Hello all,

Currently Hedwig used *ledgers* to store messages for a topic. It requires
lots of metadata operations when a hub server owned a topic. These metadata
operations are:

   1. read topic persistence info for a topic. (1 metadata read operation)
   2. close the last opened ledger. (1 metadata read operation, 2 metadata
   write operations)
   3. create a new ledger to write. (1 metadata write operation)
   4. update topic persistence info fot the topic to track the new ledger.
   (1 metadata write operation)

so there are at least 2 metadata read operations and 4 metadata write
operations when acquiring a topic. if a hub server owned lots of topics
restarts, it would introduce a spike of metadata accesses to the metadata
storage (e.g. ZooKeeper).

Currently hedwig's design is originated from ledger's *"write once, read
many"* semantic.

   1. Ledger id is generated by bookkeeper. Hedwig needs to record ledger
   id in extra places, which introduce extra metadata accesses.
   2. A ledger could not wrote any more entries after it was closed => so
   hedwig has to create a new ledger to write new entries after the ownership
   of a topic is changed (e.g. hub server failure, topic release).
   3. A ledger's entries could not be *deleted* only after a ledger is
   deleted => so hedwig has to change ledgers, which let entries could be
   consumed by *deleting* ledger after all subscribers consumed.
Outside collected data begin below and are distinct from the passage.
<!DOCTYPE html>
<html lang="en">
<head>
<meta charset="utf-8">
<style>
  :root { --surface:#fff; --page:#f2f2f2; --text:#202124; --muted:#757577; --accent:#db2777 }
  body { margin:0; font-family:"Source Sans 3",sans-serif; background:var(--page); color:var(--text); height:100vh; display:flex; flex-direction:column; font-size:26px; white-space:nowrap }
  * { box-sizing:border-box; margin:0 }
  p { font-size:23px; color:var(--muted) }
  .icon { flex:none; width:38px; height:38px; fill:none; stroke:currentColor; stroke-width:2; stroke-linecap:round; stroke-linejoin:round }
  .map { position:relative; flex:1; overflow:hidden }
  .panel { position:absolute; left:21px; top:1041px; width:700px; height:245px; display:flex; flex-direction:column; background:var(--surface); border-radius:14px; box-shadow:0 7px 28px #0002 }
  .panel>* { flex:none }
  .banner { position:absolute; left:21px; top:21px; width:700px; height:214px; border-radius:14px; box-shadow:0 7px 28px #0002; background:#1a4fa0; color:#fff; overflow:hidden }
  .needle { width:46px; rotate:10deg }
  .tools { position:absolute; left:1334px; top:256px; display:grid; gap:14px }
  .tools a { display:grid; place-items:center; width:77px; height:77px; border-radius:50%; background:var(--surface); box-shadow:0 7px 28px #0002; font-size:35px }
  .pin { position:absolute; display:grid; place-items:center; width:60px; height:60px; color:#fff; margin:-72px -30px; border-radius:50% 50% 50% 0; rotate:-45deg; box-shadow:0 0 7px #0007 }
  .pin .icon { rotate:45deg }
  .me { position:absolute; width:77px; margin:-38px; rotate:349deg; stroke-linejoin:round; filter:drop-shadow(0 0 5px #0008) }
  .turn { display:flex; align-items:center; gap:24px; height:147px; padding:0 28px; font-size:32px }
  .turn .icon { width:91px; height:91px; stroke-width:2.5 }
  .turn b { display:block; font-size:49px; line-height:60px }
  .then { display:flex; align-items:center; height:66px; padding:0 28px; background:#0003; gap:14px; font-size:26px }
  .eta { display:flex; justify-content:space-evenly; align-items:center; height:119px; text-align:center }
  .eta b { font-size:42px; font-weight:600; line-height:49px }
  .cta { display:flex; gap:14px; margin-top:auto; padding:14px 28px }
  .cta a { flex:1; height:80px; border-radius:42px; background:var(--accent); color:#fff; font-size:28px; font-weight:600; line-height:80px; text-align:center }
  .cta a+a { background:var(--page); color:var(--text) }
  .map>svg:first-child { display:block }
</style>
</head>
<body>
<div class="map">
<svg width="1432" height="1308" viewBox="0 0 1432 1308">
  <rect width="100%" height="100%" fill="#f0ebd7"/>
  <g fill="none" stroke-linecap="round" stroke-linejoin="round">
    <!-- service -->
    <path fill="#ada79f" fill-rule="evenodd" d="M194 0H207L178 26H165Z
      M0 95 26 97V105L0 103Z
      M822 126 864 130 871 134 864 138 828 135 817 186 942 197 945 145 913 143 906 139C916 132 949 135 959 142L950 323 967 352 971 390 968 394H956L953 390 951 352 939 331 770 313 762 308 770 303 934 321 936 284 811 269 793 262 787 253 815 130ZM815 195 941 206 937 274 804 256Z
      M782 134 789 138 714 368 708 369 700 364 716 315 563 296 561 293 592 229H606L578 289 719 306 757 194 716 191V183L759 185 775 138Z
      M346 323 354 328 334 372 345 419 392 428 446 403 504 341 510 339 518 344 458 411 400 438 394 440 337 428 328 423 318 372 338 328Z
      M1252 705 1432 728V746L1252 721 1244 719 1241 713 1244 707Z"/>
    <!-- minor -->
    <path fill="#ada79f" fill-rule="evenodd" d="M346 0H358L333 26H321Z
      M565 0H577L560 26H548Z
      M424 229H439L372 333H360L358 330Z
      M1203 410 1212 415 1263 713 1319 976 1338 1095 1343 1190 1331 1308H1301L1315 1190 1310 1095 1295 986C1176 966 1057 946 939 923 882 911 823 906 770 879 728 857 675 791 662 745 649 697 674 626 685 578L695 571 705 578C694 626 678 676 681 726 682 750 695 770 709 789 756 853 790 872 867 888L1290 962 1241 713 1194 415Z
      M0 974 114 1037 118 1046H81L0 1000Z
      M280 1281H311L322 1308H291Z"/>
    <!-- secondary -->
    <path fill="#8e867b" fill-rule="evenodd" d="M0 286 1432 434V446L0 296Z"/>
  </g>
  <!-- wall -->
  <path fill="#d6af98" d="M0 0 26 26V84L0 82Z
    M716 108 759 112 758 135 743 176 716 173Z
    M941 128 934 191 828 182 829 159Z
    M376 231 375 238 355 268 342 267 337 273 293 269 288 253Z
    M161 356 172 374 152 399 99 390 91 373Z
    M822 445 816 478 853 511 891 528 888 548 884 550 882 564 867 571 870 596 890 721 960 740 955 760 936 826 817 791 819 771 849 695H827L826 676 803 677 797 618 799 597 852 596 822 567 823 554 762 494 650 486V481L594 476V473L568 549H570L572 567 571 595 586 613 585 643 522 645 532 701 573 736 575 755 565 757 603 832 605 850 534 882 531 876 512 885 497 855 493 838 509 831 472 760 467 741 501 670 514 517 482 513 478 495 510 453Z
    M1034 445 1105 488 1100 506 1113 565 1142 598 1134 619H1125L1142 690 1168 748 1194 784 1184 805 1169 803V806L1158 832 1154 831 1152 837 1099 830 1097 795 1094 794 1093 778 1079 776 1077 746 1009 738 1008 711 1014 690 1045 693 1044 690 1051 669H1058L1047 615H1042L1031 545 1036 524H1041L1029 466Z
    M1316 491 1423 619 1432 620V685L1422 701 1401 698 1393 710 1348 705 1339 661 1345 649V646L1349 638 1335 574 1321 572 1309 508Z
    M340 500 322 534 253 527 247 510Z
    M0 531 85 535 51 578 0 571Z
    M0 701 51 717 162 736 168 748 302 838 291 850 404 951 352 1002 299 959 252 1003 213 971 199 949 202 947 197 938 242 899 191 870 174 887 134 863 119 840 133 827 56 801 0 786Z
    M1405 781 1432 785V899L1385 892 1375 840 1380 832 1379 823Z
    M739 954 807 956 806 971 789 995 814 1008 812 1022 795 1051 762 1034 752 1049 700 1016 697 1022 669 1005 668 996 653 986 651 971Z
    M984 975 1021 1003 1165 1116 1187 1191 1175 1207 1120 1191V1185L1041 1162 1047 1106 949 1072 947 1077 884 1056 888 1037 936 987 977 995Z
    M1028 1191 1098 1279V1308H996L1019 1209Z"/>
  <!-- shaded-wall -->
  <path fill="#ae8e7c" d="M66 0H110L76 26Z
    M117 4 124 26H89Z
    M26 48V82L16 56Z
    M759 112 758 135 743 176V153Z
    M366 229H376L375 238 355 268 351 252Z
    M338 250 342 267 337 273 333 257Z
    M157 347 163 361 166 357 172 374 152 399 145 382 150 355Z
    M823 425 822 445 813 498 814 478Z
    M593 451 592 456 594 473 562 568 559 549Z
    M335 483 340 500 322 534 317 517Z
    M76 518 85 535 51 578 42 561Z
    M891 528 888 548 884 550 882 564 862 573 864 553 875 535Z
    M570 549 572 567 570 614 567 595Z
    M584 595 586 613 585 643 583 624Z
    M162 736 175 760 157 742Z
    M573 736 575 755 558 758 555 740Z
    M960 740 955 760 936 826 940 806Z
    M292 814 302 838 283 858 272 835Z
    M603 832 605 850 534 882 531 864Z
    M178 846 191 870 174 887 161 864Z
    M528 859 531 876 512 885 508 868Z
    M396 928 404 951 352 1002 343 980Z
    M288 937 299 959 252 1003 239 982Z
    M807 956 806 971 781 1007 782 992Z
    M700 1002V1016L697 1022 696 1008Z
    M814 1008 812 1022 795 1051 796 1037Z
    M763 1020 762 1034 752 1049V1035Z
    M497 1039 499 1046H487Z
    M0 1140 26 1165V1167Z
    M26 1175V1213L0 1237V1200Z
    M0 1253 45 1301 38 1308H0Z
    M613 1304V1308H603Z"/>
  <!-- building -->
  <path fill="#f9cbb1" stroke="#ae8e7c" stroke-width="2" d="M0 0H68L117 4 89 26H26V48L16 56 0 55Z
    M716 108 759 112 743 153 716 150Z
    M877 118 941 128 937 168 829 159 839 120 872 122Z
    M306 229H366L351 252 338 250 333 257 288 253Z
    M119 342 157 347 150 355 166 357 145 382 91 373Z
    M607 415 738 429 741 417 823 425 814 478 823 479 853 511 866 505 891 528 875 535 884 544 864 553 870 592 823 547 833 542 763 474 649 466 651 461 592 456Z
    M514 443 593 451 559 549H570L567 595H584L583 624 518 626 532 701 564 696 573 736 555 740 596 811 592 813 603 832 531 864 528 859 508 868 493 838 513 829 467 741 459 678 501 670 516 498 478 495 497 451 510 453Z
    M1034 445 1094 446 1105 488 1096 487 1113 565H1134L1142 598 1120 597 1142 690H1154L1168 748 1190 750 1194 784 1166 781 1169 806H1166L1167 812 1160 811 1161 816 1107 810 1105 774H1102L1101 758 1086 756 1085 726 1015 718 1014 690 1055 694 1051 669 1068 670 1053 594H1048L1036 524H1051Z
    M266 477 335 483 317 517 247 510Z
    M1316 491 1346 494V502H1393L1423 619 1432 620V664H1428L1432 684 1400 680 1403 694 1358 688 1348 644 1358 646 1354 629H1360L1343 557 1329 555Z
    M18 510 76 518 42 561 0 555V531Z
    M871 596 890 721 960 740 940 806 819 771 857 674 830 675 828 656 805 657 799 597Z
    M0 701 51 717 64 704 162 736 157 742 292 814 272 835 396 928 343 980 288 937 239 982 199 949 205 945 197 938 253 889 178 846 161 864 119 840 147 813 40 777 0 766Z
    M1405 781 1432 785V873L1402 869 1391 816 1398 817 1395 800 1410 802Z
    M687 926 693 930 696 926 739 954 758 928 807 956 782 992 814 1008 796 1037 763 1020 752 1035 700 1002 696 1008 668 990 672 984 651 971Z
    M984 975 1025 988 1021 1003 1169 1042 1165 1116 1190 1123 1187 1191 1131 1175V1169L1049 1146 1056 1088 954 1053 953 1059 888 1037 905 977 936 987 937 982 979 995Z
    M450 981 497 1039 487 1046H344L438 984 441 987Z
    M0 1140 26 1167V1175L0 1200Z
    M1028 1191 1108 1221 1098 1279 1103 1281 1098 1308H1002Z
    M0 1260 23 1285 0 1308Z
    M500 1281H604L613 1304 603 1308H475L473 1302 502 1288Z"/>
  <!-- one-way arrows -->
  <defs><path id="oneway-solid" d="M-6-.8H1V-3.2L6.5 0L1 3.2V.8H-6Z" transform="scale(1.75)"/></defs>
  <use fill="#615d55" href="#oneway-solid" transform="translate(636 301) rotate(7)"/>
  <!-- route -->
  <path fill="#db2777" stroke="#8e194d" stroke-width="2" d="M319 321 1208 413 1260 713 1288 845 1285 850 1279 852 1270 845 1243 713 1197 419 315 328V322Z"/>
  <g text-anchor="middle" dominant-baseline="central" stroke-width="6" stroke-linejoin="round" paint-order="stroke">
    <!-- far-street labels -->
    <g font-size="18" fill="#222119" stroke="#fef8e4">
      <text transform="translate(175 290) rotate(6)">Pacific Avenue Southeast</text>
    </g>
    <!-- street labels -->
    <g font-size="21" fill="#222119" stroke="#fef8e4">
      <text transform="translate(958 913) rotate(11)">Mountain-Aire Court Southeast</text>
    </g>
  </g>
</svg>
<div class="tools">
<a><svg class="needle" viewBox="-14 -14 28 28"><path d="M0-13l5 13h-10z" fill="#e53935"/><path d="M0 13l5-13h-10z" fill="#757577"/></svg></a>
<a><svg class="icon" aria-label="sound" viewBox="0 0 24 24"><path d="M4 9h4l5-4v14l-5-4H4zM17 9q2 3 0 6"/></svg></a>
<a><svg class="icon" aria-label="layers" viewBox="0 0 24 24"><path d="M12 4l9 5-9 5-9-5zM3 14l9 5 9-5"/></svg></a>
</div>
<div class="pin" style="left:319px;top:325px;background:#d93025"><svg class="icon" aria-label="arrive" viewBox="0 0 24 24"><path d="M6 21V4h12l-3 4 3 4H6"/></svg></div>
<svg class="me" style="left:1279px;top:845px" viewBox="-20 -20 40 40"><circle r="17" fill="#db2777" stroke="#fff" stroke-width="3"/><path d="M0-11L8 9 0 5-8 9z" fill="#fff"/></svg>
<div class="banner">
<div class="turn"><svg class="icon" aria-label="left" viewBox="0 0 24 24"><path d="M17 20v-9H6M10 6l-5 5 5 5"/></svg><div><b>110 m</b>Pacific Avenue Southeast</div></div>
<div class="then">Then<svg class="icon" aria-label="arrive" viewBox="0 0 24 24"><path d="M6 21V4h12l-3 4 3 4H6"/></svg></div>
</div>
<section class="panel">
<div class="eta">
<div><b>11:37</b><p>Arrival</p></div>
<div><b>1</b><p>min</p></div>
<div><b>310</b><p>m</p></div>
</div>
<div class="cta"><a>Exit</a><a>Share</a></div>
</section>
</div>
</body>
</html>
I proposed two new apis accompanied with "re-open, append" semantic in
BookKeeper, for high performance metadata access and easy metadata
management for applications.

public void openLedger(String ledgerName, DigestType digestType,
byte[] passwd, Mode mode);

*Mode* indicates the access mode of a ledger, which would be *O_CREATE*, *
O_APPEND*, *O_RDONLY*.

   - O_CREATE: create a new ledger with the given ledger name. if there is
   a ledger existed already, fail the creation. similar as createLedger now.
   - O_APPEND: open a new ledger with the given ledger name and continue
   write entries.
   - O_RDONLY: open a new ledger w/o changing any state just reading
   entries already persisted. similar as openLedgerNoRecovery now.

*ledgerName* indicates the name of a ledger. user could pick up either name
he likes, so he could manage his ledgers in his way like introducing
namespace over it, instead of bookkeeper generatating ledger id for them.
(in most of cases, application needs to find another place to store the
generated ledger id. the practise is really bad)

public void shrink(long endEntryId, boolean force) throws BKException;

*Shrink* means cutting the entries starting from *startEntryId* to *
endEntryId* (endEntryId is non-inclusive). *startEntryId*is implicit in
ledger metadata, which is 0 for a non-shrinked ledger, while it is *
endEntryId* from previous valid shrink.

'Force' flag indicate whether to issue garbage collection request after we
just move the *startEntryId* to *endEntryId*. If the flag is true, we issue
garbage collection request to notify bookie server to do garbage
collection; otherwise, we just move *startEntryId* to *endEntryId*. This
feature might be useful for some applications. Take Hedwig for example, we
could leverage this feature not to store the subscriber state for those
topics which have only one subscriber for each. Each time after specific
number of messages consumed, we move the entry point by*shrink(entryId,
false)*. After several messages consumed, we garbage collected them by
*shrink(entryId,
true)*.

Using *shrink*, application could relaim the disk space occupied by a
ledger w/o creating new ledger and deleting old one.

These two operations are based on two mechanisms: one is 'session fencing',
and the other one is 'improved garbage collection (BOOKKEEPER-464)'.
Details are in the gist https://gist.github.com/4520260 . I would try to
start working on some drafts based on the idea to demonstrate its
correctness.

Welcome for comments and discussions.